The pros are that it can do amazing things (most of which I don’t understand yet). The cons are that it can only do those amazing things if you know how to operate it correctly. Also, it’s so sophisticated that, if anything goes wrong, I won’t have a clue how to fix it. If I break down or lose the key, etc, etc, etc, I’ll just have to sit down and cry for my mummy.
Impressive Fuel Economy
It’s too early to be able to tell you much because I’ve only put petrol in it once so far, but it does seem like this vehicle is capable of pretty impressive fuel economy. On the day we drove it back from Sydney it told us that we used 5.4L/100km which, for a vehicle this size is quite remarkable (if it’s true). To put this in perspective, Cintia’s little Honda Jazz gets about 6L/100km.
For most of the first week I only drove short distances and was able to charge the batteries between trips. This meant that for about five days I didn’t use any petrol at all so the economy gauge was stuck on 0.0L/100km! That was pretty awesome!
Then, on Friday we had to drive it back down to Lander Mitsubishi in Blacktown to get the tow-bar installed. It seemed like we used about 5.4L/100km on that trip (I’m realising I need to learn how to operate the fuel-economy gauge correctly so I can’t be sure yet). On the way back I reset the gauge just before driving up the big hill to the Highlands. By the time we got to the top of the hill it was reading 12L/100km and I was not feeling so pleased with myself. But, after we had driven another 15 or 20 k’s on relatively level ground, the gauge was back down to 4L/100km which I thought was amazing since we had no battery left and that was all on petrol.
The long and the short of it is that I’m not sure what the overall fuel economy is yet. The proof will come when I next fill it up with petrol. I’m keeping a careful record of how many kilometres I drive, how often I charge it, how much electricity I use to charge it, and (when I put some in) how much petrol it takes. From that I’ll be able to calculate an average fuel economy.

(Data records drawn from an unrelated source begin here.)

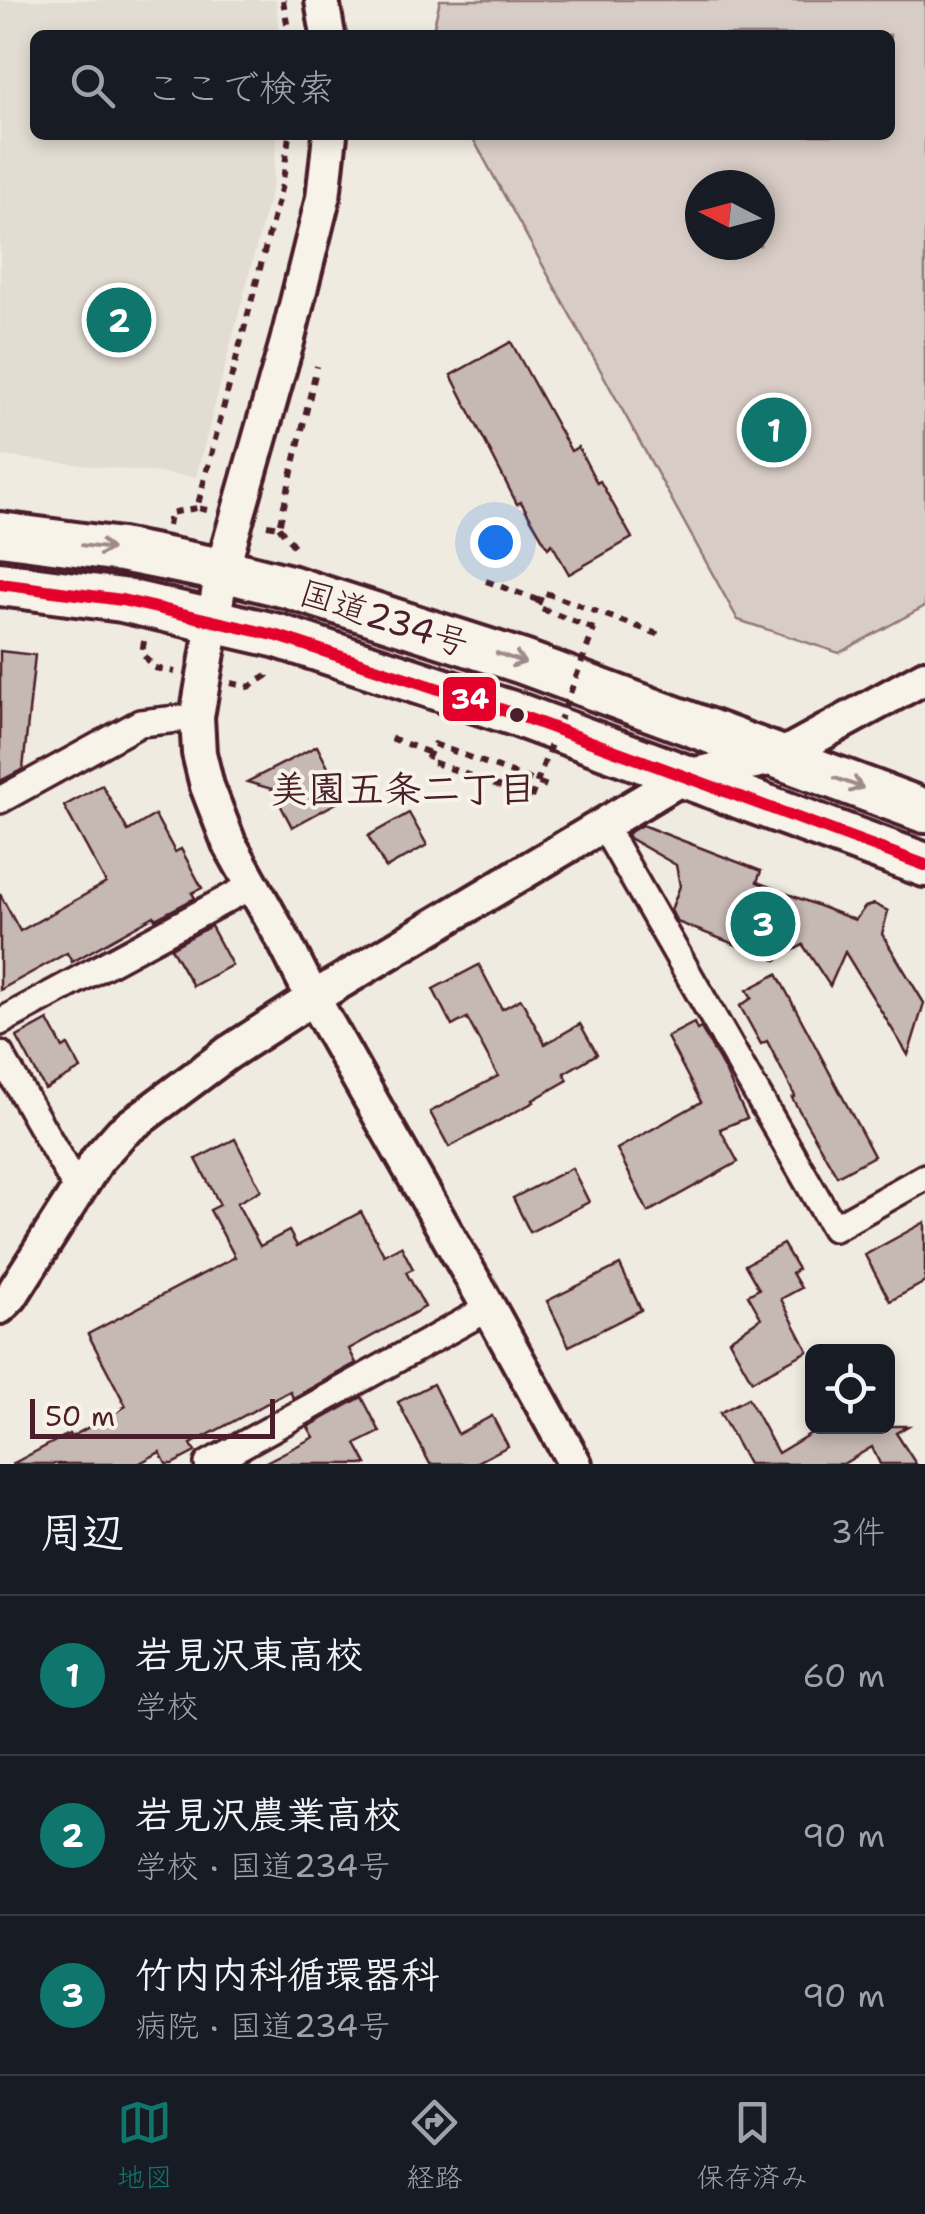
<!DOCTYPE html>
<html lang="ja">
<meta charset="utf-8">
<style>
:root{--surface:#171b24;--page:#20242c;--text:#f1f3f6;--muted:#9ea1a6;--line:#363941;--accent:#0f766e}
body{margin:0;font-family:"Shantell Sans","Klee One",sans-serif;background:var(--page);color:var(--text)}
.controls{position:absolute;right:30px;bottom:30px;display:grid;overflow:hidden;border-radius:15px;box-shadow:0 5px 15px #0003}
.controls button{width:90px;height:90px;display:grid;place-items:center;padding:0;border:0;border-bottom:2px solid var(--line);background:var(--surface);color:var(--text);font:50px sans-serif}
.compass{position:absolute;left:685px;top:170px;width:90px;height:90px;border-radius:50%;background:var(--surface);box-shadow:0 5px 15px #0003;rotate:276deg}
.scale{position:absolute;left:30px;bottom:25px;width:245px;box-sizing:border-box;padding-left:10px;border:5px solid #4a1f2b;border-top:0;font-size:28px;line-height:35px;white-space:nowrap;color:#4a1f2b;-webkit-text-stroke:8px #f7f3e8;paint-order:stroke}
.you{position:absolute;left:495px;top:542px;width:35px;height:35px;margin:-25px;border:8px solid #fff;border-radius:50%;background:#1a73e8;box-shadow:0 0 0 15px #1a73e833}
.badge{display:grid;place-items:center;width:65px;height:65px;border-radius:50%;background:var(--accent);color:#fff;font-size:32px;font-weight:700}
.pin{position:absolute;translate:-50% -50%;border:5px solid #fff;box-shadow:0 2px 10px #0006}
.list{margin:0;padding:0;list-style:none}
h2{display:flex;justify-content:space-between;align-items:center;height:130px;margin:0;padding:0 40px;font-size:42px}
h2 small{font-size:32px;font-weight:400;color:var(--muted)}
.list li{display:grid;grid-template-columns:65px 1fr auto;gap:30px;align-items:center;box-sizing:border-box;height:160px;padding:0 40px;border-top:2px solid var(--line)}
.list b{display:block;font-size:38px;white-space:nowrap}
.list p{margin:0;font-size:32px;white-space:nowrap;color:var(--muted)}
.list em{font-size:32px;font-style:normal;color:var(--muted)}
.icon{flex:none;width:55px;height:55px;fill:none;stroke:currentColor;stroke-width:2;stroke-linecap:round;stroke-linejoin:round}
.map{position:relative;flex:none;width:925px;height:1464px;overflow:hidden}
.search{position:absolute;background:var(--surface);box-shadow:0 5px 15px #0003;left:30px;right:30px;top:30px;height:110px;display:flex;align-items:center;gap:25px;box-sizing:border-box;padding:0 35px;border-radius:15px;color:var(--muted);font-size:38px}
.sheet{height:610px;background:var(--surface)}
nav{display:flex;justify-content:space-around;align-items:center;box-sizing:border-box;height:140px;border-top:2px solid var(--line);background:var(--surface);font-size:28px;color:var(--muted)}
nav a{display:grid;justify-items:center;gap:5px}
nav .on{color:var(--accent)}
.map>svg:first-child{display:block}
.built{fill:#e3dcd2}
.green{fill:#d8cdc6;stroke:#917678;stroke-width:2.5;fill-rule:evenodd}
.building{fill:#c6b8b3;stroke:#4a1f2b;stroke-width:2.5}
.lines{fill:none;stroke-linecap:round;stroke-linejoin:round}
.minor-casing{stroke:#4a1f2b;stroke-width:32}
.tertiary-casing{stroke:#4a1f2b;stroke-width:40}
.trunk-casing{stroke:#4a1f2b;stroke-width:50}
.path{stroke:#4a1f2b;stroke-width:6;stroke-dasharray:8 8;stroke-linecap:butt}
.minor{stroke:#f7f3e8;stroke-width:25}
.tertiary{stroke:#f7f3e8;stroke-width:32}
.trunk{stroke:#f7f3e8;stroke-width:42}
.path-bridge{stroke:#4a1f2b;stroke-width:6;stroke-dasharray:8 8;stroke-linecap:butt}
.bus-1-casing{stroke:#f7f3e8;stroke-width:20}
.bus-1{stroke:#e4002b;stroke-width:12}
.oneway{stroke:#a0898a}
.bus-dot{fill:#4a1f2b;stroke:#f7f3e8;stroke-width:4}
.labels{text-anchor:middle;stroke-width:8;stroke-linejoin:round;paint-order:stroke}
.street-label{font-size:35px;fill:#4a1f2b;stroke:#f7f3e8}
.neighbourhood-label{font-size:38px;font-weight:bold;fill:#4a1f2b;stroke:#f7f3e8}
.line-badge{stroke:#f7f3e8;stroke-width:4}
.badge-label{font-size:28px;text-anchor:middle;font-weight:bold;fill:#fff}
</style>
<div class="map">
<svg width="925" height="1464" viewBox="0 0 925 1464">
<rect width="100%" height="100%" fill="#f0ebe0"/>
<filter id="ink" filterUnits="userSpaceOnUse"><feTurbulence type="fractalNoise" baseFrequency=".01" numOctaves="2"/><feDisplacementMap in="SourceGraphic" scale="20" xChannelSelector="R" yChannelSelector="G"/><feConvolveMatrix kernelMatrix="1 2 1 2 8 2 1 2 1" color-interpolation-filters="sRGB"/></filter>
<g filter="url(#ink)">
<!-- built -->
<path class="built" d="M0,0H276L279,35H35V135H277L273,183L196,477L0,456Z"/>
<!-- green -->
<path class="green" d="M440,0H925V606L839,653L738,620L471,135H890V35H432ZM700,185H760V245H700Z"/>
<!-- building -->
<g class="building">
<path d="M511,342L571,451L578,447L597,483L600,481L632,538L569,574L552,544L548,548L521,502L517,504L451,375Z"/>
<path d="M0,651L35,655L23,769L0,781Z"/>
<path d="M317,746L335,781L331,783L340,801L292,827L272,789L247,782Z"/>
<path d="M102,785L128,831L155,815L175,852L181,849L202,888L192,893L195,898L155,919L154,916L72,962L67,953L0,990V894L20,931L106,883L64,806Z"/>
<path d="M409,813L427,845L386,868L368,836Z"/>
<path d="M642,825L761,871L757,882L855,920L865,907L874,904L888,911L882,934L924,1003L908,1055L845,952L830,986L803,945L776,960L677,922L671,910L680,886L676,865L629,838L627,834Z"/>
<path d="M211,926L232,965L193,986L171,948Z"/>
<path d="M479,965L502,1009L521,999L545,1044L580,1024L597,1054L564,1073L568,1080L533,1100L534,1102L449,1147L430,1112L498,1076L467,1018L452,1026L433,989Z"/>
<path d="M777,974L874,1156L837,1176L792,1098L795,1096L767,1041L761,1044L740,1006L752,998L747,990Z"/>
<path d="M48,1020L63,1048L68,1045L81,1069L45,1089L17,1037Z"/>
<path d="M694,1023L697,1030L701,1028L725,1071L747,1118L720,1129L738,1162L648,1212L617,1149L701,1102L667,1037Z"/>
<path d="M235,1139L261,1190L237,1203L260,1246L289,1231L297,1246L361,1212L384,1255L401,1246L413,1269L406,1272L425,1307L349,1349L356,1363L293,1398L290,1391L191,1444L195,1452L172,1464H166L160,1452L138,1464H12L69,1434L71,1437L126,1406L88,1334L235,1257L210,1210L220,1205L196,1159Z"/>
<path d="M572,1168L589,1202L530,1232L513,1198Z"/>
<path d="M925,1222V1282L890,1301L865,1255Z"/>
<path d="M783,1244L798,1269L792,1273L801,1288L781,1299L808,1351L752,1381L729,1340L761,1318L748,1295L759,1289L745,1265Z"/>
<path d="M620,1265L641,1310L569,1346L547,1301Z"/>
<path d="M433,1384L458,1434L492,1416L508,1446L474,1464H430L398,1402Z"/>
<path d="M362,1397L380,1432L356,1444L367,1464H262L314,1437L308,1427Z"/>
<path d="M748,1398L778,1453L823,1426H908L896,1433L916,1464H880L872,1447L843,1464H748L720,1413Z"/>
</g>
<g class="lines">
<defs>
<g id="minor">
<path d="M0,800L140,723L197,717"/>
<path d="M603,825L834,1228L925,1177"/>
<path d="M0,1022L253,885"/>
<path d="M0,1054L77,1189"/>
<path d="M208,1464L489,1308"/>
</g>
<g id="tertiary">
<path d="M322,0L328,35"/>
<path d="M330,135L323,198L287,342L222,570L197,717L199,753L207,786L229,843L285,943L313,998L489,1308L575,1464"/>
<path d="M0,1307L11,1296L98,1159L122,1132L228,1053L313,998L685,776L779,757L925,677"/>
</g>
<g id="trunk">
<path d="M0,534L121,550L222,570L290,587L523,662L925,811"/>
<path d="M0,584L122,600L278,636L518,715L925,865"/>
</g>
</defs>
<!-- minor casing -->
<use href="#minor" class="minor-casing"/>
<!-- tertiary casing -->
<use href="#tertiary" class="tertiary-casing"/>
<!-- trunk casing -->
<use href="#trunk" class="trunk-casing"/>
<!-- path -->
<g class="path">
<path d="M283,0L289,35"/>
<path d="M207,510L197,508L283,181L289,135"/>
<path d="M267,525L279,527L317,366"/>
<path d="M168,526L170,513L197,508"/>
<path d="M279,527L297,550"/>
<path d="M486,581L540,601"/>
<path d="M594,629L537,607L543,592L663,636"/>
<path d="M144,641L142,653L155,668L175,672"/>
<path d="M231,683L249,687L267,676L269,668"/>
<path d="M391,738L430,753"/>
<path d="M531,798L427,760L434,744L550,787"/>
</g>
<!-- minor -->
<use href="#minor" class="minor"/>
<!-- tertiary -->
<use href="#tertiary" class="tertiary"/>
<!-- trunk -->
<use href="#trunk" class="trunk"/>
<!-- path-bridge -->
<path class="path-bridge" d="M531,798L594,629"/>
<defs>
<path id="bus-1" d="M0,584L122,600L278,636L518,715L925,865"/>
</defs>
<!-- bus-1 casing -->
<use href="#bus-1" class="bus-1-casing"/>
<!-- bus-1 -->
<use href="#bus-1" class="bus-1"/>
</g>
<!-- one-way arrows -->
<defs><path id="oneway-shaft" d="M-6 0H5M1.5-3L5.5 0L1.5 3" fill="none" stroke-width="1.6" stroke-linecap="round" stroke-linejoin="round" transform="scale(2.5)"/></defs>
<g class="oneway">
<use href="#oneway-shaft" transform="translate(97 547) rotate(7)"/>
<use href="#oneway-shaft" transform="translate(511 658) rotate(19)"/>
<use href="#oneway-shaft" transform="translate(849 783) rotate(20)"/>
</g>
</g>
<!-- markers -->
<circle class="bus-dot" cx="517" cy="715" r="9"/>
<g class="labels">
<!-- street labels -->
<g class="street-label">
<text transform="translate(384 618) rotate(18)" y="12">国道234号</text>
</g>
<!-- neighbourhood labels -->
<g class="neighbourhood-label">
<text x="403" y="802">美園五条二丁目</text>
</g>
</g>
<rect class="line-badge" x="441" y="675" width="57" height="48" rx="10" fill="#e4002b"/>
<g class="badge-label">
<text x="470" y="709">34</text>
</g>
</svg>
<div class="controls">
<button><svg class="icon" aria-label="locate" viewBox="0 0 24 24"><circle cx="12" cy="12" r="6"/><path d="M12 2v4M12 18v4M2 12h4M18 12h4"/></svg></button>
</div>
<svg class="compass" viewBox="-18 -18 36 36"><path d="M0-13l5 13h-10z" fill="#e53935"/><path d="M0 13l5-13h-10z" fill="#9ea1a6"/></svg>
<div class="scale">50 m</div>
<div class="you"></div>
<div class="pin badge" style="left:774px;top:430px">1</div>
<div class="pin badge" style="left:119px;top:320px">2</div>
<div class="pin badge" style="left:763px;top:924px">3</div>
<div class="search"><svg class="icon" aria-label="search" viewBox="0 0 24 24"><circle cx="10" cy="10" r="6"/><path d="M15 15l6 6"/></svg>ここで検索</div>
</div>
<section class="sheet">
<h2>周辺<small>3件</small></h2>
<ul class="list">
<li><span class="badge">1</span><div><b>岩見沢東高校</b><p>学校</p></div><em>60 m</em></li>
<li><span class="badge">2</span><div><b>岩見沢農業高校</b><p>学校 · 国道234号</p></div><em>90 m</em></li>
<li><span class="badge">3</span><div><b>竹内内科循環器科</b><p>病院 · 国道234号</p></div><em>90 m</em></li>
</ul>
</section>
<nav>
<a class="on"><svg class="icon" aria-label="map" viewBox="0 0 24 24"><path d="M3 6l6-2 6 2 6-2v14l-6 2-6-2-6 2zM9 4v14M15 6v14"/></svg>地図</a>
<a><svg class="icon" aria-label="directions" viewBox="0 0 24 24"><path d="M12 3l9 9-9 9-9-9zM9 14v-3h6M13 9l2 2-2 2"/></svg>経路</a>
<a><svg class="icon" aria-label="saved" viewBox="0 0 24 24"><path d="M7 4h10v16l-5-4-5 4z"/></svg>保存済み</a>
</nav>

At this point I can safely say that the 1.9L/100km discussed in last week’s Newsletter is definitely achievable with this car as long as we use it mostly for short trips (less than its 50km range on electric) and charge it often. For most people, most of the time, that seems perfectly reasonable to me. Theoretically, if you never drove more than 50k’s between charges, you would never need to put any petrol in it at all!